João Mário faleceu aos 92 anos e até ao fim da vida era presença assídua no museu. Talvez daí se explique o sentimento da funcionária face ao seu desaparecimento. “Sinto-o ainda aqui. Era como um pai para mim. Uma pessoa muito humana, tratava todos da mesma maneira, sempre bem-disposto, para ele estava sempre tudo bem”, recorda com saudade.
O homem por detrás do artista
Joaquina Raimundo, uma das fundadoras da associação cultural Gerábriga, de Alenquer, e amiga pessoal de João Mário, conhece bem o percurso do pintor e escreveu as memórias da sua vida em dois livros, disponíveis no museu. A obra do mestre e o seu espólio foram alvo de visita por parte de diversas personalidades nacionais, entre as quais se contam o historiador Veríssimo Serrão, o historiador José Hermano Saraiva, o jornalista Baptista-Bastos, a escritora Agustina Bessa-Luís, a actriz Eunice Muñoz, Jorge Sampaio (então Presidente da República) e a actriz Simone de Oliveira. Críticos de arte italianos, coleccionadores, pintores e músicos também marcaram presença em Alenquer.
“O João Mário era um ser humano excepcional, que desafiou todas as adversidades para trazer valor e cultura à sua terra. Era pintor, mas, antes de tudo, um ser humano de grande dimensão intelectual e humana”, recorda a amiga. Joaquina Raimundo reitera que o pintor teve o carinho e o reconhecimento das pessoas, mas gostaria que Alenquer fosse mais longe. “Ele merece uma estátua ou um busto em Alenquer, e a rua do museu deve ter o seu nome. Acho que vai haver abertura para isso”, afirma.
O autarca pintor que deu alma à vila presépio
O pintor João Mário Ayres d’Oliveira faleceu no dia 26 de Fevereiro deste ano, aos 92 anos, tendo sido decretado luto municipal em Alenquer por dois dias. Começou por ser vereador municipal em 1963 e, mais tarde, ocupou o cargo de presidente do município entre 21 de Abril de 1967 e 18 de Junho de 1974, tendo sido o primeiro a desempenhar funções pós-revolução dos cravos.

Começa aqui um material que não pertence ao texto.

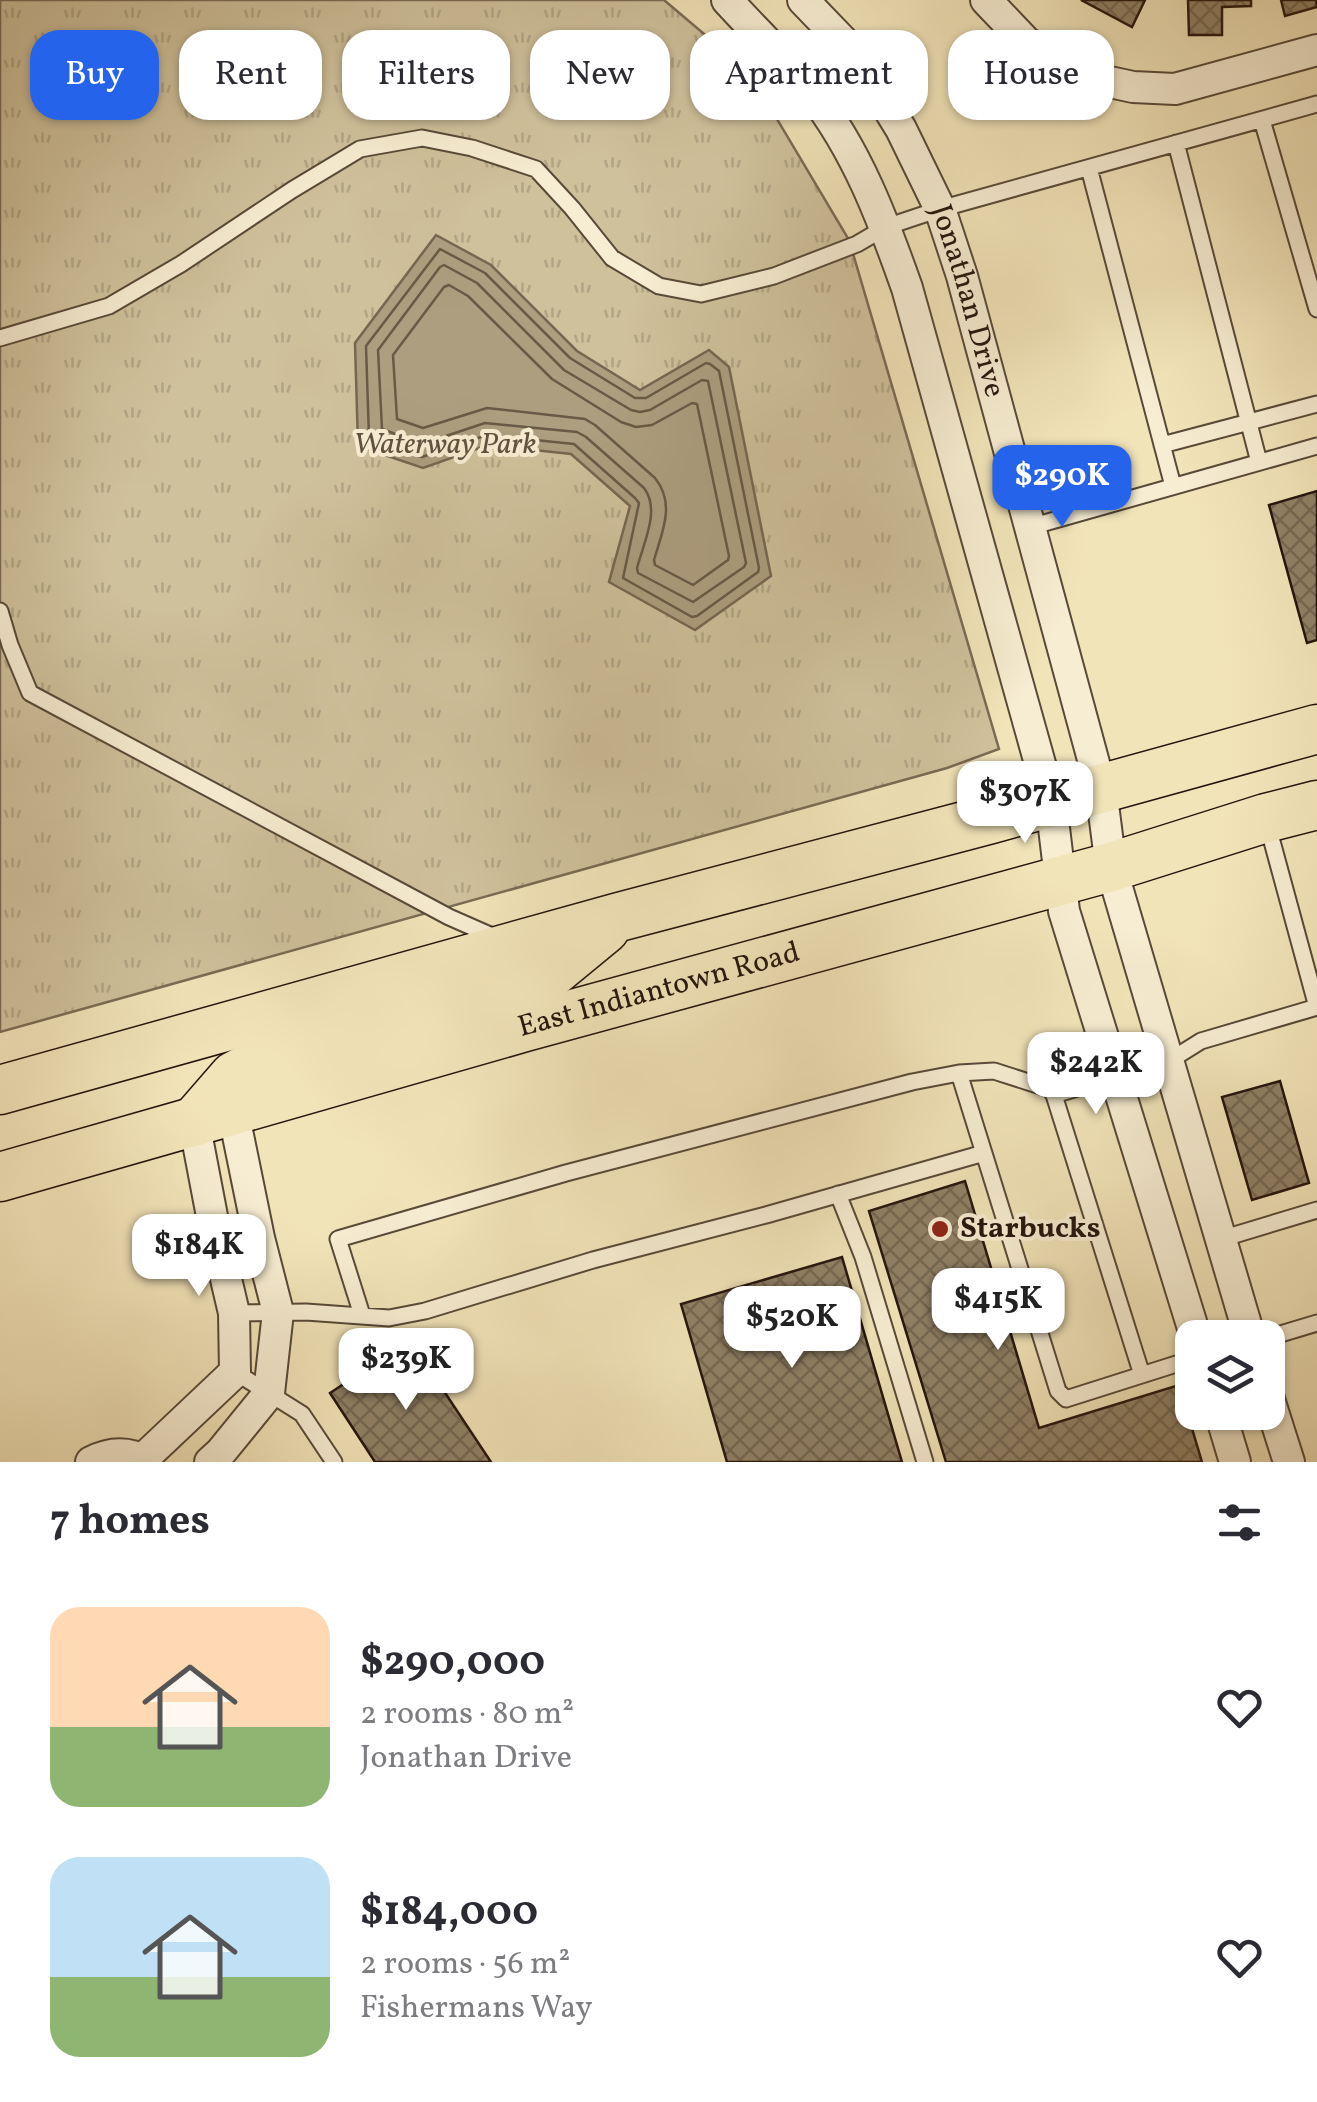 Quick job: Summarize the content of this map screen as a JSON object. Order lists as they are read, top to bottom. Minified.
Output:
{"streets":{"main road":["East Indiantown Road"],"street":["Jonathan Drive"]},"crossings":[["Jonathan Drive","East Indiantown Road"]],"parks":["Waterway Park"],"places":["Starbucks"],"page":{"chip":["Buy","Rent","Filters","New","Apartment","House"],"price":["$290K","$307K","$242K","$184K","$415K","$520K","$239K"],"heading":"7 homes","list":[{"name":"$290,000","note":"2 rooms · 80 m² · Jonathan Drive"},{"name":"$184,000","note":"2 rooms · 56 m² · Fishermans Way"}]}} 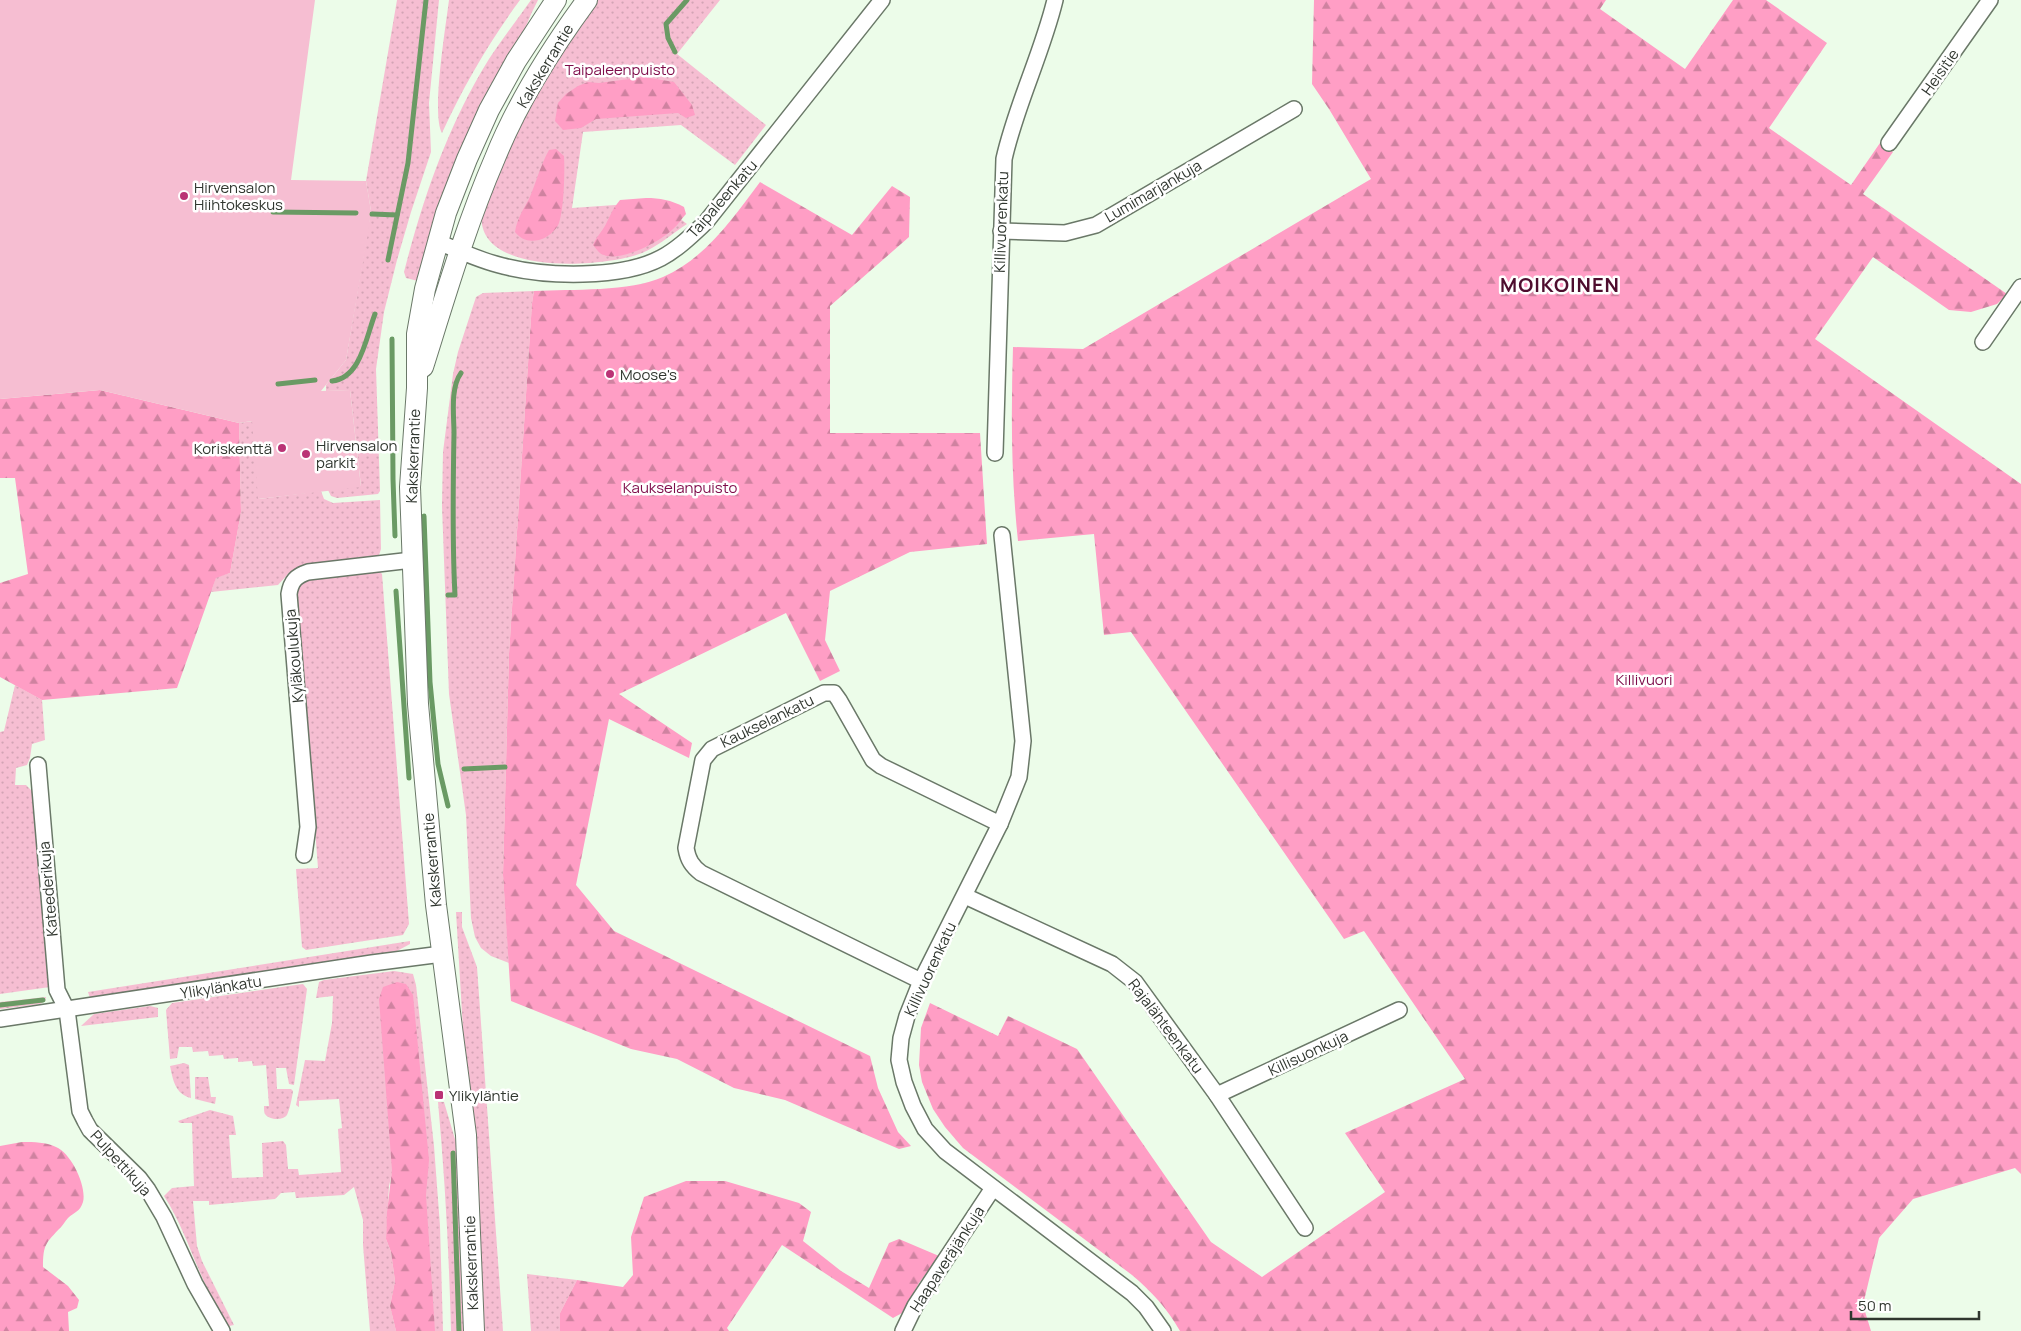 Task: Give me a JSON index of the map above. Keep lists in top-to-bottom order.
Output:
{
  "streets": {
    "main road": ["Kakskerrantie"],
    "street": [
      "Heisitie",
      "Lumimarjankuja",
      "Taipaleenkatu",
      "Killivuorenkatu",
      "Kyläkoulukuja",
      "Kaukselankatu",
      "Kateederikuja",
      "Ylikylänkatu",
      "Rajalähteenkatu",
      "Killisuonkuja",
      "Pulpettikuja",
      "Haapaveräjänkuja"
    ]
  },
  "crossings": [
    ["Kakskerrantie", "Taipaleenkatu"],
    ["Kakskerrantie", "Kyläkoulukuja"],
    ["Kakskerrantie", "Ylikylänkatu"],
    ["Lumimarjankuja", "Killivuorenkatu"],
    ["Killivuorenkatu", "Kaukselankatu"],
    ["Killivuorenkatu", "Rajalähteenkatu"],
    ["Killivuorenkatu", "Haapaveräjänkuja"],
    ["Kateederikuja", "Ylikylänkatu"],
    ["Kateederikuja", "Pulpettikuja"],
    ["Ylikylänkatu", "Pulpettikuja"],
    ["Rajalähteenkatu", "Killisuonkuja"]
  ],
  "districts": ["MOIKOINEN"],
  "parks": ["Taipaleenpuisto", "Kaukselanpuisto", "Killivuori"],
  "places": {
    "other": [
      "Hirvensalon Hiihtokeskus",
      "Moose's",
      "Koriskenttä",
      "Hirvensalon parkit"
    ],
    "transit": ["Ylikyläntie"]
  },
  "scale_bar": "50 m"
} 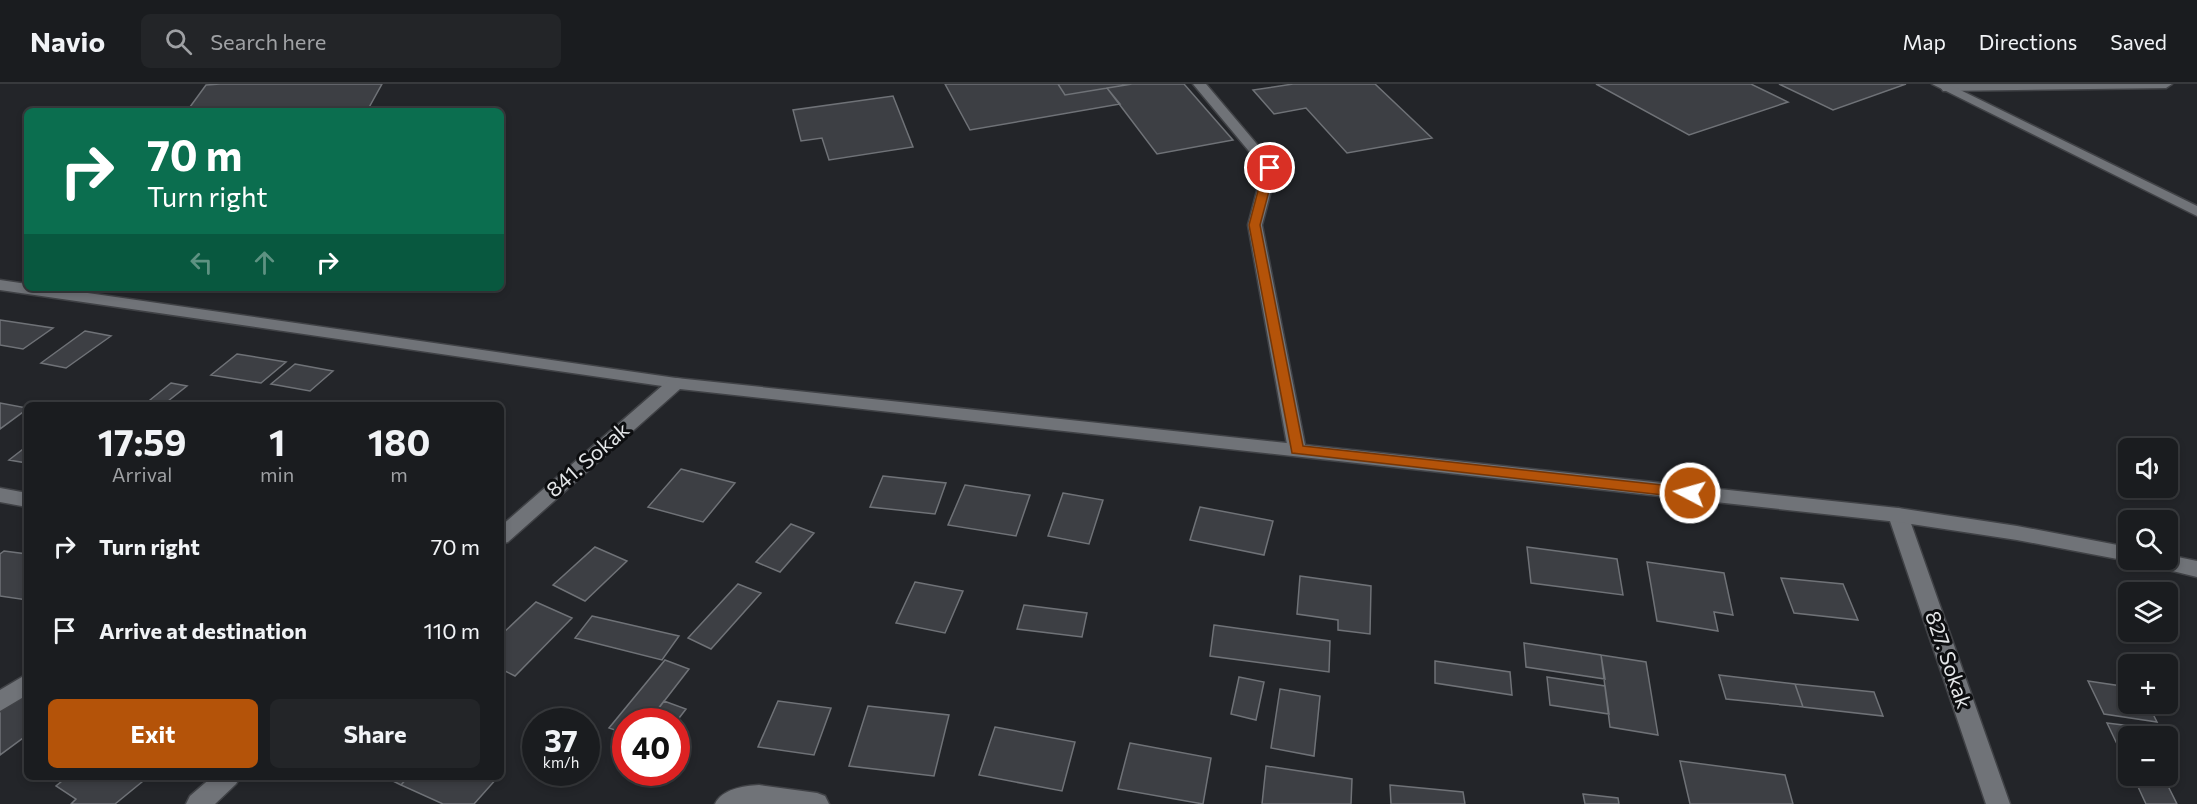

Nascido em Lisboa a 26 de Setembro de 1932, João Mário dedicou a vida a Alenquer e às artes. Foi na vila-presépio que mostrou ser um pintor naturalista com reconhecimento nacional. Discípulo de António Duarte Almeida e Domingos Rebelo, frequentou os cursos de pintura e desenho da Sociedade Nacional de Belas Artes e expôs em cidades como Madrid, Lisboa, Porto e Leiria.
O Presépio Monumental, figura icónica de Alenquer, saiu da mente de João Mário. Após as cheias de 1967, o então presidente da câmara imaginou a homenagem, que ainda hoje perdura, às centenas de vítimas da catástrofe sentida pela comunidade. O Museu João Mário abriu portas em 1992 e recebe, desde então, milhares de visitantes que pretendem ver, de forma livre, as mais de 400 obras expostas do mestre ou de autores reconhecidos como Silva Porto, José Malhoa, Veloso Salgado, Ortiz Alfau, Vicente Romero ou Helena Abreu.
João Mário esteve sempre ligado ao associativismo, tendo desempenhado vários cargos nas colectividades. Em 1993 recebeu o grau ouro da Medalha de Mérito Municipal e tem em Alenquer, no lugar de Casais Novos, uma rua com o seu nome.